Regression 3: Logistic Regression Marco Baroni Practical Statistics in R
Outline Logistic regression Logistic regression in R
Outline Logistic regression Introduction The model Looking at and comparing fitted models Logistic regression in R
Outline Logistic regression Introduction The model Looking at and comparing fitted models Logistic regression in R
Modeling discrete response variables ◮ In a very large number of problems in cognitive science and related fields ◮ the response variable is categorical, often binary (yes/no; acceptable/not acceptable; phenomenon takes place/does not take place) ◮ potentially explanatory factors (independent variables) are categorical, numerical or both
Examples: binomial responses ◮ Is linguistic construction X rated as “acceptable” in the following condition(s)? ◮ Does sentence S, that has features Y, W and Z, display phenomenon X? (linguistic corpus data!) ◮ Is it common for subjects to decide to purchase the good X given these conditions? ◮ Did subject make more errors in this condition? ◮ How many people answer YES to question X in the survey ◮ Do old women like X more than young men? ◮ Did the subject feel pain in this condition? ◮ How often was reaction X triggered by these conditions? ◮ Do children with characteristics X, Y and Z tend to have autism?

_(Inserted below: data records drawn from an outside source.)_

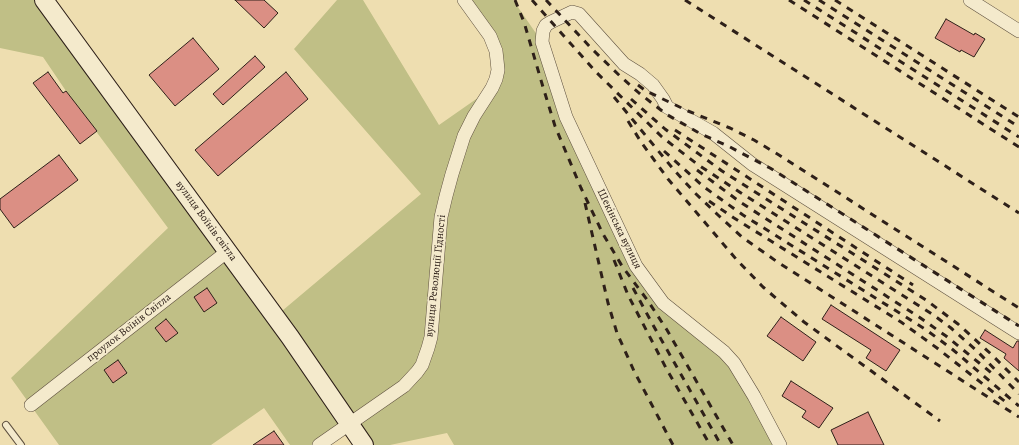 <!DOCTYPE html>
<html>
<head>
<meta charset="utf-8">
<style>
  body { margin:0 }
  canvas { display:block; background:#eedeb0 }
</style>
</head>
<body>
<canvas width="1019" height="445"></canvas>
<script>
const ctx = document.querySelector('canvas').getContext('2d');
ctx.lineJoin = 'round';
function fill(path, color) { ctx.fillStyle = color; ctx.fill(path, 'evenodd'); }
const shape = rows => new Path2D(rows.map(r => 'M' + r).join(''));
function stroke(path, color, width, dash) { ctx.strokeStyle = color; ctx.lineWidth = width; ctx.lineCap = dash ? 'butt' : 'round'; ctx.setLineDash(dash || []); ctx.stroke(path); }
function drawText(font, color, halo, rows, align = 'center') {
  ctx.font = font + ' Alegreya,serif'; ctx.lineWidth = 3.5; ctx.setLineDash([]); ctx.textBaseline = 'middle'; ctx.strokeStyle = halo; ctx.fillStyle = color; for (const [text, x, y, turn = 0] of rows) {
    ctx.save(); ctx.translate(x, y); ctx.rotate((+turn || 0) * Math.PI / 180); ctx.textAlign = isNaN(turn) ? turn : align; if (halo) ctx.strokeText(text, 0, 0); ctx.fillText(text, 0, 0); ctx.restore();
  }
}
const green = shape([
  [0,0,44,0,276,316,421,194,294,49,337,0,363,0,439,125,492,88,497,60,464,0,513,0,542,42,586,160,663,303,724,352,780,445,454,445,447,433,390,445,364,445,350,424,319,445,290,445,264,408,211,445,59,445,11,378,168,228,66,91,43,57,0,48]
]);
const building = shape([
  [235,0,264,0,278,13,264,28,235,0],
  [946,19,974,35,975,33,985,39,974,57,961,50,960,52,935,38,946,19],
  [193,38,219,69,175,106,149,75,193,38],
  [255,56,265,67,223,105,213,94,255,56],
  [48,72,63,93,66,91,97,131,80,144,33,83,48,72],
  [286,72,308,99,218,176,195,150,286,72],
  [59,155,78,180,14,228,0,209,0,199,59,155],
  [207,288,217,303,204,312,194,297,207,288],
  [831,305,900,350,886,371,866,358,871,350,822,319,831,305],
  [781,317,816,342,803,361,767,336,781,317],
  [166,319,178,333,166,342,155,328,166,319],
  [985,330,1013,348,1017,341,1019,341,1019,371,1004,358,1006,354,980,338,985,330],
  [118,360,127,373,113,383,104,370,118,360],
  [791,381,833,408,819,428,802,417,806,411,782,396,791,381],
  [868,412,884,445,838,445,831,430,868,412],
  [274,431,284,445,253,445,274,431]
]);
const lane = shape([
  [6,425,21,445]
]);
const street = shape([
  [970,0,1019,31],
  [31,405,228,251],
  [319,445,404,386,417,372,422,365,428,348,431,337,441,217,446,196,452,174,464,136,474,116,492,88,496,79,498,70,497,60,496,51,490,36,464,0],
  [780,445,754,396,734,363,724,352,663,303,636,266,566,117,542,42,543,31,546,25,551,22,572,12,579,14,624,64,640,74,653,85,663,99,667,107,713,133,752,164,1019,333]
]);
const secondary = shape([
  [44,0,290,337,364,445]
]);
const rail = shape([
  [515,0,524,22,543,87,555,126,581,188,603,234,622,266,648,301,667,330,733,445],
  [532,0,595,71,662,137,697,164,741,193,932,314,951,328,976,350,1019,394],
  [546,0,592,49,621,77,639,93,666,114,699,133,730,147,770,168,1019,326],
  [685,0,1019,213],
  [789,0,1019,147],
  [804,0,1019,137],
  [819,0,1019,127],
  [835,0,1019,117],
  [638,85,646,91,688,111,730,128,754,140,779,155,1019,308],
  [614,97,674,170,695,193,718,215,742,237,776,261,1019,417],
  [631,99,665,129,722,171,926,300,958,324,991,354,1019,382],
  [628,121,641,142,668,179,736,259,763,287,804,322,940,421],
  [675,130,913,285],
  [664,151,704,187,743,215,925,329,952,349,1019,406],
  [697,170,740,202,919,317,946,336,994,375],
  [709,201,734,218,901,322,937,348,1007,403],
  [585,203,608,303,617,333,634,371,673,445],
  [614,260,628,295,666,368,710,445],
  [633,288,653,325,721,445]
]);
const streetNames = [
  ["вулиця Воїнів світла",206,221,54],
  ["Шекінська вулиця",619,229,64],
  ["вулиця Революції Гідності",436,276,-84],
  ["проулок Воїнів Світла",129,328,-38]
];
fill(green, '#c0bf86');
fill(building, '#db8f84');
stroke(building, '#2e2019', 1);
stroke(lane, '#5e503f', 8);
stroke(street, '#5e503f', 14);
stroke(secondary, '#2e2019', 20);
stroke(lane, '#f4eacc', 6);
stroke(street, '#f4eacc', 13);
stroke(secondary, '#f4eacc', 18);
stroke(rail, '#2e2019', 3, [7, 7]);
drawText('11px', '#2e2019', '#f4eacc', streetNames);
</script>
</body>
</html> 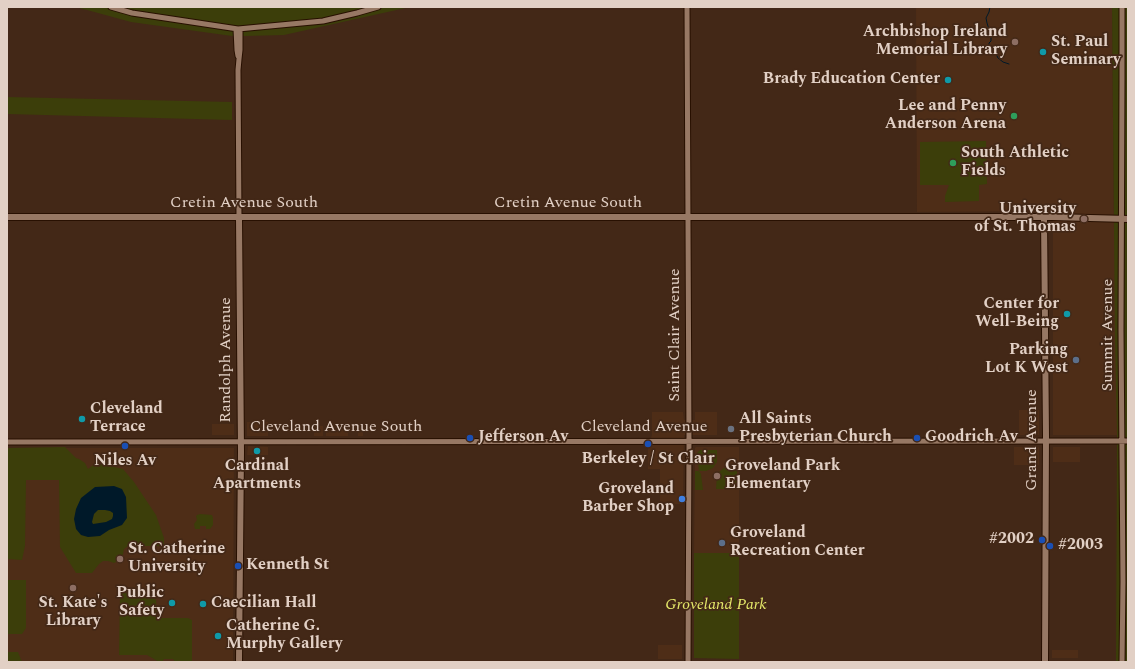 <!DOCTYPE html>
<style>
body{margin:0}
#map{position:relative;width:1135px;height:669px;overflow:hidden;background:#432817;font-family:Spectral,serif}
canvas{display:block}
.frame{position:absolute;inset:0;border:8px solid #e2d0c5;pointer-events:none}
</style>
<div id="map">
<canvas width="1135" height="669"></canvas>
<div class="frame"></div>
</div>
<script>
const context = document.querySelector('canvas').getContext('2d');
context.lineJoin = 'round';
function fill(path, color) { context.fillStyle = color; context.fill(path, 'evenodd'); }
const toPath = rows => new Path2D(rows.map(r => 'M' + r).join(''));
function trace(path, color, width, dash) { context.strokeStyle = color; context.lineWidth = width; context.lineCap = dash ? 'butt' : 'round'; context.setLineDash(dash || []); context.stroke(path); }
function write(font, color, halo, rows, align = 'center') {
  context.font = font + ' Spectral,serif'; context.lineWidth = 3.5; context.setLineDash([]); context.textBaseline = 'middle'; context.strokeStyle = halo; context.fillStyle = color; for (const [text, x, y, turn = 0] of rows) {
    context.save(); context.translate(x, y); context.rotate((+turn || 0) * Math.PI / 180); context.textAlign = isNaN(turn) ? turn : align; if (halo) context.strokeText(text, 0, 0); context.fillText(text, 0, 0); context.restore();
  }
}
fill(toPath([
 [916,7,1112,7,1114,227,1128,227,1128,435,1053,435,1053,211,917,212],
 [1019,410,1039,410,1039,435,1019,435],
 [652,412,683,412,684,420,695,420,695,412,717,412,717,435,684,435,683,504,660,504,660,469,648,469,648,447,652,435],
 [247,422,268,422,268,436,247,436],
 [358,423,363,423,363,436,358,436],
 [212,424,234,424,234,435,212,435],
 [314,426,323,426,323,436,314,436],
 [326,429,348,429,348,436,326,436],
 [248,446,268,447,268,455,247,455],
 [696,447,739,447,739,553,694,553,695,448],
 [1014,447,1039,447,1039,465,1014,465],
 [1053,447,1080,447,1080,462,1053,462],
 [7,448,234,448,233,662,7,662],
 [658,645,682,645,682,659,658,659],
 [1052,650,1078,650,1078,658,1052,658]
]), '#4e2d17');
fill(toPath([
 [76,7,410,7,284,35,245,36,232,36,131,22],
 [1112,7,1128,7,1128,662,1116,662,1117,435,1115,340],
 [7,97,232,102,232,120,7,114],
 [986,141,987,184,979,185,979,201,945,202,945,196,949,185,920,185,920,142],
 [65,447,76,458,79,459,85,463,88,469,96,463,123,469,134,482,156,515,164,538,164,546,128,546,124,549,122,559,114,563,108,561,103,561,99,564,92,573,76,573,60,547,59,480,26,480,25,546,22,560,7,559,7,448],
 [700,450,717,450,717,462,713,468,706,471,699,471,697,453],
 [731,467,737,467,737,489,716,489,717,475,719,472,724,468],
 [695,471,699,471,701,474,703,490,695,490],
 [200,514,212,515,213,518,213,525,210,529,206,529,206,526,200,526,200,529,195,529,194,524,197,520,196,516,197,515],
 [694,553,739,553,739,659,694,658],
 [7,580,26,580,26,628,22,634,7,634],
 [146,592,156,600,157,618,188,618,192,620,192,662,175,662,173,659,164,659,162,662,159,662,147,655,119,655,120,593],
 [7,652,18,652,22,662,7,662]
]), '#3c3e0a');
fill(toPath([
 [114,486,122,489,126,497,127,518,122,525,109,530,100,536,88,537,81,535,76,529,74,519,76,509,81,498,95,487],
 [98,510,105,510,110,511,113,513,113,516,112,519,106,522,93,524,92,522,94,514]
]), '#001929');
trace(toPath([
 [990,7,989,12,986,18,987,23,991,36,991,41,989,43,989,46,996,54,998,58,1003,62,1009,64]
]), '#001929', 1);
const tertiary = toPath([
 [111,7,132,13,238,29,323,21,357,13,378,7],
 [687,7,689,441,688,662],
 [1122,7,1122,80,1121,330,1123,582,1122,662],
 [236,29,237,50,238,56],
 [239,218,238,70,239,59,240,50,240,29],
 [7,442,1128,441]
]);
const secondary = toPath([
 [7,217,1052,217,1128,219],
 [1044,217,1046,436,1045,662],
 [239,218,241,452,239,662]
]);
trace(tertiary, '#281001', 7);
trace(secondary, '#281001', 8);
trace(tertiary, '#977864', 5);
trace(secondary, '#977864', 6);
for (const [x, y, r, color] of [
 [1015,42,4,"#8d6e63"],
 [1043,52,4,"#0f9aa8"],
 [948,80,4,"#0f9aa8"],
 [1014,116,4,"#2e9e5b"],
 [953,163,4,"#2e9e5b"],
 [1084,219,4,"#8d6e63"],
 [1067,314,4,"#0f9aa8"],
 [1076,360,4,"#5c6f8a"],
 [82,419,4,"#0f9aa8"],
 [731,429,4,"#6b7280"],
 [470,438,4,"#1a4fb4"],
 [917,438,4,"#1a4fb4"],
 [648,444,4,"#1a4fb4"],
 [125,446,4,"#1a4fb4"],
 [257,451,4,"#0f9aa8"],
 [717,476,4,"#8d6e63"],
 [682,499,4,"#3f7fe0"],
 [1042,540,4,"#1a4fb4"],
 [722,543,4,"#5c6f8a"],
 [1050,546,4,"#1a4fb4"],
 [120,559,4,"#8d6e63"],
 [238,566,4,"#1a4fb4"],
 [73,588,4,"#8d6e63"],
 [172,603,4,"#0f9aa8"],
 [203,604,4,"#0f9aa8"],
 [218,636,4,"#0f9aa8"]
]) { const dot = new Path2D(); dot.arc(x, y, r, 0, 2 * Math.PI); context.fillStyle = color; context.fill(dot); trace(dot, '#432817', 1.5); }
write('bold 16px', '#e2d0c5', '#432817', [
 ["Archbishop Ireland",1007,33,"right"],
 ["Memorial Library",1007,51,"right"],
 ["St. Paul",1051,43],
 ["Seminary",1051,61],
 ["Brady Education Center",940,80,"right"],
 ["Lee and Penny",1006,107,"right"],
 ["Anderson Arena",1006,125,"right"],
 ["South Athletic",961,154],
 ["Fields",961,172],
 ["University",1076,210,"right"],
 ["of St. Thomas",1076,228,"right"],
 ["Center for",1059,305,"right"],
 ["Well-Being",1059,323,"right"],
 ["Parking",1068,351,"right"],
 ["Lot K West",1068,369,"right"],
 ["Cleveland",90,410],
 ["Terrace",90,428],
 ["All Saints",739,420],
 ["Presbyterian Church",739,438],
 ["Jefferson Av",478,438],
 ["Goodrich Av",925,438],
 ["Berkeley / St Clair",648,460,"center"],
 ["Niles Av",125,462,"center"],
 ["Cardinal",257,467,"center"],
 ["Apartments",257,485,"center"],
 ["Groveland Park",725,467],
 ["Elementary",725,485],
 ["Groveland",674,490,"right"],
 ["Barber Shop",674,508,"right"],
 ["Groveland",730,534],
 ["Recreation Center",730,552],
 ["#2002",1034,540,"right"],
 ["#2003",1058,546],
 ["St. Catherine",128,550],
 ["University",128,568],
 ["Kenneth St",246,566],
 ["Public",164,594,"right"],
 ["Safety",164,612,"right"],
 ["St. Kate's",73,604,"center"],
 ["Library",73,622,"center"],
 ["Caecilian Hall",211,604],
 ["Catherine G.",226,627],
 ["Murphy Gallery",226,645]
], 'left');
write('16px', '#e2d0c5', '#432817', [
 ["Cretin Avenue South",244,204],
 ["Cretin Avenue South",568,204],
 ["Saint Clair Avenue",676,335,-90],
 ["Summit Avenue",1109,335,-90],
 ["Randolph Avenue",227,360,-90],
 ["Cleveland Avenue South",336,428],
 ["Cleveland Avenue",644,428],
 ["Grand Avenue",1033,440,-90]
]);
write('italic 16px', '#e4e869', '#432817', [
 ["Groveland Park",716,606]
]);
</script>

Examples: multinomial responses ◮ Discrete response variable with natural ordering of the levels: ◮ Ratings on a 6-point scale ◮ Depending on the number of points on the scale, you might also get away with a standard linear regression ◮ Subjects answer YES, MAYBE, NO ◮ Subject reaction is coded as FRIENDLY, NEUTRAL, ANGRY ◮ The cochlear data: experiment is set up so that possible errors are de facto on a 7-point scale ◮ Discrete response variable without natural ordering: ◮ Subject decides to buy one of 4 different products ◮ We have brain scans of subjects seeing 5 different objects, and we want to predict seen object from features of the scan ◮ We model the chances of developing 4 different (and mutually exclusive) psychological syndromes in terms of a number of behavioural indicators
Binomial and multinomial logistic regression models ◮ Problems with binary (yes/no, success/failure, happens/does not happen) dependent variables are handled by (binomial) logistic regression ◮ Problems with more than one discrete output are handled by ◮ ordinal logistic regression, if outputs have natural ordering ◮ multinomial logistic regression otherwise ◮ The output of ordinal and especially multinomial logistic regression tends to be hard to interpret, whenever possible I try to reduce the problem to a binary choice ◮ E.g., if output is yes/maybe/no, treat “maybe” as “yes” and/or as “no” ◮ Here, I focus entirely on the binomial case
Don’t be afraid of logistic regression! ◮ Logistic regression seems less popular than linear regression ◮ This might be due in part to historical reasons ◮ the formal theory of generalized linear models is relatively recent: it was developed in the early nineteen-seventies ◮ the iterative maximum likelihood methods used for fitting logistic regression models require more computational power than solving the least squares equations ◮ Results of logistic regression are not as straightforward to understand and interpret as linear regression results ◮ Finally, there might also be a bit of prejudice against discrete data as less “scientifically credible” than hard-science-like continuous measurements
Don’t be afraid of logistic regression! ◮ Still, if it is natural to cast your problem in terms of a discrete variable, you should go ahead and use logistic regression ◮ Logistic regression might be trickier to work with than linear regression, but it’s still much better than pretending that the variable is continuous or artificially re-casting the problem in terms of a continuous response
The Machine Learning angle ◮ Classification of a set of observations into 2 or more discrete categories is a central task in Machine Learning ◮ The classic supervised learning setting: ◮ Data points are represented by a set of features , i.e., discrete or continuous explanatory variables ◮ The “training” data also have a label indicating the class of the data-point, i.e., a discrete binomial or multinomial dependent variable ◮ A model (e.g., in the form of weights assigned to the dependent variables) is fitted on the training data ◮ The trained model is then used to predict the class of unseen data-points (where we know the values of the features, but we do not have the label)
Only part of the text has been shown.